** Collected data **

+++++

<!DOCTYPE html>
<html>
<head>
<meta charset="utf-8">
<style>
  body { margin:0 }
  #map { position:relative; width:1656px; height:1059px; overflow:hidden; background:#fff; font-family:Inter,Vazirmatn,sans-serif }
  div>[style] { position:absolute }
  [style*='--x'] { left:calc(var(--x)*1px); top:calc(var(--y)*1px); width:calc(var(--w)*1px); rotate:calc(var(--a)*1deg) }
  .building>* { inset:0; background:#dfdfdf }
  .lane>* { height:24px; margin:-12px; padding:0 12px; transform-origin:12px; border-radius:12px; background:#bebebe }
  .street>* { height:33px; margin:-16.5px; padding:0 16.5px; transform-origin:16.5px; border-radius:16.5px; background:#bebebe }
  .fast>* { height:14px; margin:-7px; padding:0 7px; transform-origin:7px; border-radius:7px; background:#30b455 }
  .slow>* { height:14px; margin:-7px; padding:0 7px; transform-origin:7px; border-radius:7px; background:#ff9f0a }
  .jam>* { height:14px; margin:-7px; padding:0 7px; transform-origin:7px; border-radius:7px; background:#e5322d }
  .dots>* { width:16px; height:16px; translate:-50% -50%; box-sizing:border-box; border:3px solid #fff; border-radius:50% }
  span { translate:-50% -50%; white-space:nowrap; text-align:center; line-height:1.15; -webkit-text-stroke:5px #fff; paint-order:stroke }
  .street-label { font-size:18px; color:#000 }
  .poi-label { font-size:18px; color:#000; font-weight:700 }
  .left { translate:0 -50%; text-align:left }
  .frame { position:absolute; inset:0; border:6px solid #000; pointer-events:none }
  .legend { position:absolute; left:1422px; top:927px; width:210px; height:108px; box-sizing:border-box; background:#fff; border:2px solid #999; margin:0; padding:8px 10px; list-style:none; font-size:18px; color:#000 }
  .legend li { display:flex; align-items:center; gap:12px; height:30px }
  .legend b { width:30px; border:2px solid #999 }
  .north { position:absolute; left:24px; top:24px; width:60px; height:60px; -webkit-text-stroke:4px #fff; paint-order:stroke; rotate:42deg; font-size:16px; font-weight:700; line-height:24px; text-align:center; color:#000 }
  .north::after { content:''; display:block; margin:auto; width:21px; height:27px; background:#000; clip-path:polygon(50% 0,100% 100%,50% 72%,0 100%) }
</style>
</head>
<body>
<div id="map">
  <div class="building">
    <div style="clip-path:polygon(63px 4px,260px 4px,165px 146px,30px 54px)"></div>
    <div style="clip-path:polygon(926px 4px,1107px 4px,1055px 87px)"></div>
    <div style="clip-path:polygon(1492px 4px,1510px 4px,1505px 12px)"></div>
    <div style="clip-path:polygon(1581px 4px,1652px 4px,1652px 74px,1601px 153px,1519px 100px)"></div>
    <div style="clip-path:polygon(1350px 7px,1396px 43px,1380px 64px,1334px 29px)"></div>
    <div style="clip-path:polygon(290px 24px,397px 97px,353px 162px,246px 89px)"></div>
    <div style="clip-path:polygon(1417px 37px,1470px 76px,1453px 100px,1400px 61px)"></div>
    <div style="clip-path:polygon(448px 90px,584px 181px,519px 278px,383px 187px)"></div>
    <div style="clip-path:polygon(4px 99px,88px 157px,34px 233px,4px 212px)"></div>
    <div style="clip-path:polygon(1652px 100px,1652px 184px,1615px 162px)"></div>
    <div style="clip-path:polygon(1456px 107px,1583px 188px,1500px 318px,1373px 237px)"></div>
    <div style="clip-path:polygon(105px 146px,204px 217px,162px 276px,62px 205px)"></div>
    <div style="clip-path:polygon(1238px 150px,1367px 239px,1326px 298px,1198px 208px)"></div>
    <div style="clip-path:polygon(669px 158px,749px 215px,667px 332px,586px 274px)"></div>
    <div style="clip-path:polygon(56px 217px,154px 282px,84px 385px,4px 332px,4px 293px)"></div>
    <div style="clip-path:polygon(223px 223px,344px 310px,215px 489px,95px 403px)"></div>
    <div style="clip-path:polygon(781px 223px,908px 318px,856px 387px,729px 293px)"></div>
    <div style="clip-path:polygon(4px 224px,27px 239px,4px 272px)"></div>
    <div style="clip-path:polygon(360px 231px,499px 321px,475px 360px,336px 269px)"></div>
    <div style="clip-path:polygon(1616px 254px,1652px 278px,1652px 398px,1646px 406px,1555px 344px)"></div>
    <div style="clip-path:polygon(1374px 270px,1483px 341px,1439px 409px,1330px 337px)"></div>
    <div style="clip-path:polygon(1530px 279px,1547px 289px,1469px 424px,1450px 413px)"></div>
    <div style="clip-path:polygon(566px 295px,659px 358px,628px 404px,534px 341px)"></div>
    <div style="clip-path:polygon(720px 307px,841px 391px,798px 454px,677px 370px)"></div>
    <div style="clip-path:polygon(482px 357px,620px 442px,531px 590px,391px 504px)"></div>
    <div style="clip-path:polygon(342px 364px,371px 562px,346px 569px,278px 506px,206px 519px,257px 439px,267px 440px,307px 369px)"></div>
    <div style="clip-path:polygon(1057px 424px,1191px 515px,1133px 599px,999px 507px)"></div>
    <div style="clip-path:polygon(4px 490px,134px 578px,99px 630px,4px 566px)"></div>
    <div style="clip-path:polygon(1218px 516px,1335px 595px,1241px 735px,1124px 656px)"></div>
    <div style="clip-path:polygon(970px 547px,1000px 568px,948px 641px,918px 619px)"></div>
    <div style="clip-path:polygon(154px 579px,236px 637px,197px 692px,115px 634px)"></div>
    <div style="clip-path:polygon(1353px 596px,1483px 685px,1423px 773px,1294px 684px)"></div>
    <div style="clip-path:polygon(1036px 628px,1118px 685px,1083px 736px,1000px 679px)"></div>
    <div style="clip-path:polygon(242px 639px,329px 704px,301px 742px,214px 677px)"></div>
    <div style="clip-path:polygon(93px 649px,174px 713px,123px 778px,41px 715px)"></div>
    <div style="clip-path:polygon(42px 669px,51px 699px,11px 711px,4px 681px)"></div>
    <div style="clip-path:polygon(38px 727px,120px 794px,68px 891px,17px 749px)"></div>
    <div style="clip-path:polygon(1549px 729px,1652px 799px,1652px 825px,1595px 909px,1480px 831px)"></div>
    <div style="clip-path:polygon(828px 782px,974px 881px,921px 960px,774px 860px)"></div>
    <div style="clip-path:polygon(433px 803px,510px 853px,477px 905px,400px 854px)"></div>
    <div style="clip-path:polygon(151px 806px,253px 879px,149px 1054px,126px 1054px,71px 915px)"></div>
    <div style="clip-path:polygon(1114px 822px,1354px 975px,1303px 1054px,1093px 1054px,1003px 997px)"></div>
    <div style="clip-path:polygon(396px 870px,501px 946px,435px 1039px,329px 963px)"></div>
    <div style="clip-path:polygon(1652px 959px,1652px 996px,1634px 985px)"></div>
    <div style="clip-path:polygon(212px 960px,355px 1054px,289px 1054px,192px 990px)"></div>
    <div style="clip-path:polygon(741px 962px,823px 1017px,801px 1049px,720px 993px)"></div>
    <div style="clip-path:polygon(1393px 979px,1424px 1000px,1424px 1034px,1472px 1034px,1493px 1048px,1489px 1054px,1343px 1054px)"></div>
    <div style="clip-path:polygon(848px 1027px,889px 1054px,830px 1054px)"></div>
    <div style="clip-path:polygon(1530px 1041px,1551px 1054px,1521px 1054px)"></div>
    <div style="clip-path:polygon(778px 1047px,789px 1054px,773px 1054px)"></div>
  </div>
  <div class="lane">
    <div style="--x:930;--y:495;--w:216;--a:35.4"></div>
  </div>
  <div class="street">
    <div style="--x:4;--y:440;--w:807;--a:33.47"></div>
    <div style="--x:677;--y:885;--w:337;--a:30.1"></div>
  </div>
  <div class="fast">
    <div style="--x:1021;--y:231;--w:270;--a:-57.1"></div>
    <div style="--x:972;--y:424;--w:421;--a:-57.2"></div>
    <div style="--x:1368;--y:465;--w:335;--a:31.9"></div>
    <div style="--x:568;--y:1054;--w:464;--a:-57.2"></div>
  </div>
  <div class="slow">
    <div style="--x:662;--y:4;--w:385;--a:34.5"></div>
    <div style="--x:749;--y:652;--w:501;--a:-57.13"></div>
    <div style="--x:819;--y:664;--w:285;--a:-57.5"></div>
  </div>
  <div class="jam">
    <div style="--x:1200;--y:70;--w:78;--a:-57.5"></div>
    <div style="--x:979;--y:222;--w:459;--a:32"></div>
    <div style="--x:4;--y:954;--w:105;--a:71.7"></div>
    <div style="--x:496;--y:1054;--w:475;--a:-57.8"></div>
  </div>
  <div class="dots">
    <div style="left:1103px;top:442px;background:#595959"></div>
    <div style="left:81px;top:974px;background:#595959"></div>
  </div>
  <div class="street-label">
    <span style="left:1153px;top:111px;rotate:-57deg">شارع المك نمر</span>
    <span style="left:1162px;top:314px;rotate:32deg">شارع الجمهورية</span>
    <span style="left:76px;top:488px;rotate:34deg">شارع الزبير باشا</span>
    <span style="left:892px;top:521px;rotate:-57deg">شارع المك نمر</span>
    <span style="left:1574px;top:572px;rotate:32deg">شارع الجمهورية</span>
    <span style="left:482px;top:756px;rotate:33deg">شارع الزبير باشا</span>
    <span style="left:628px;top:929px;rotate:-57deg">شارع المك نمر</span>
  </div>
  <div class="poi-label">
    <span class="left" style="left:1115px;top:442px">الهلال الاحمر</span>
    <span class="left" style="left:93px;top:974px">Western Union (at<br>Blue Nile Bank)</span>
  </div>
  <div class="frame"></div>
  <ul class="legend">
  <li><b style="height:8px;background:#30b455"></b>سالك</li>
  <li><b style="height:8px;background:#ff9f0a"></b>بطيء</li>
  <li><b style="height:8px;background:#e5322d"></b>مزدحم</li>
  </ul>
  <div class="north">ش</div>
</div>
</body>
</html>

+++++

** Task to complete **
Set down, from the entries above, exactly the lines from the one with "962px,823px 1017px,801px 1049px,720px" up to and including the one with "979px,1424px 1000px,1424px 1034px,1472px", and no other lines.

** Answer space **
    <div style="clip-path:polygon(741px 962px,823px 1017px,801px 1049px,720px 993px)"></div>
    <div style="clip-path:polygon(1393px 979px,1424px 1000px,1424px 1034px,1472px 1034px,1493px 1048px,1489px 1054px,1343px 1054px)"></div>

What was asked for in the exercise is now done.